Mix-It Up Monday Post #4 – Seeds Anyone?

Do we have any gardeners out there?? If so and you’re in the New York area this might be of interest to you. Heck, maybe you could even make a suggestion to your local library about starting a new trend like this.

My husband who absolutely LOVES to garden and is an avid one in the spring and winter (yes, there are winter veggies), thought this was a pretty cool thing for this New York library to offer its members. Check it out!

You can now check out seeds from New York libraries

by Public Libraries on January 26, 2015

Eco

There have been plenty of stories in the past couple of years about the interesting ways in which libraries are trying to bring new utility to their communities.  This one might just top the list in its uniqueness, however:  The Chemung County Library District in New York state has started offering gardeners the opportunity to “check out” seeds from the libraries themselves.
The library district says that they hope to provide fresh and healthy food growing opportunities to their surrounding communities, and recognize that high quality seeds for healthy crops can be difficult to come across.  Gardeners of all skills levels are welcome, and the project is actually a continuation of one that started last summer at the Big Flats and Horseheads Free libraries.  Pam Lee, who heads the project at the Horseheads library, says that the idea was that growers could take seeds away and grow their crops, and then return with a portion of the seeds from their harvests later in the year.  In this way, much like a regular library book lending system, the number of items in the seed library could be maintained and kept self-sustaining.  Currently, patrons can take up to five packets of seeds with them at a time.

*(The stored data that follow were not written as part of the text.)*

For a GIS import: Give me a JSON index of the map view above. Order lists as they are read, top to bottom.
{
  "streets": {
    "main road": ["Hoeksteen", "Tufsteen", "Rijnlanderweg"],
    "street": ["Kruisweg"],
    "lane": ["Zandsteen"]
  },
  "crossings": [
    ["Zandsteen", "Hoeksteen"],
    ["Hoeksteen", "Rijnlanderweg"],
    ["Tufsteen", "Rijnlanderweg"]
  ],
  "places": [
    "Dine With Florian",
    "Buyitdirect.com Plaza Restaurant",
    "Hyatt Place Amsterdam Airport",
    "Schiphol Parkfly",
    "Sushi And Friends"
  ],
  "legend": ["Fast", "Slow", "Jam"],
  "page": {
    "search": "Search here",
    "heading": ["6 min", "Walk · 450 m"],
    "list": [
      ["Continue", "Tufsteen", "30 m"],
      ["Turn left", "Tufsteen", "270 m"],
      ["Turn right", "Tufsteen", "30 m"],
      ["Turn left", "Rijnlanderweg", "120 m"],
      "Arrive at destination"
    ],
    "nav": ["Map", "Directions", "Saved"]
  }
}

Just like with anything else at the library, however, you do need a library card to ‘check out’ any seeds.  In some ways, this may entice new community members to become library patrons and get their own cards.  Officials note that while they hope that patrons’ plantings are successful, they “understand some plants are harder to seed than others.”  With that in mind, the library asks that anyone who checks out seeds brings back any that they end up not using, whatever the reason.

The library also says that it wants to work hard to maintain the quality of the seeds.  When seeds are returned, relevant staff will work to verify the origin of returned seeds.  “Open-pollinated or heirloom seems,” the rules state, “but no hybrids.”

While the program saw only marginal usage last year, having seeds from the very start of the year – combined with greater awareness as time goes on – will probably bring about much larger engagement in the program this year.  In fact, as planting season approaches, some branches have already seen a rising rate in seeds being checked out.

Apparently, the range of seeds available is also quite large:  vegetables, squash, flowers, Swiss chard, beans, and more are ready for use by the community.  All in all, there are around 50 different species available.

Not confident in your own planting and gardening skills?  No problem!  Local experts on horticulture will be putting on workshops at various branches throughout the year, so even newbies can get growing in no time.  Both of the libraries currently offering the program plan to have their own workshops every month that will help establish the basics of planting a garden as well.  Some of the classes offered will also focus on certain topics, like growing in certain adverse conditions, or how those living in apartments or with other limited-space setups can get involved as well.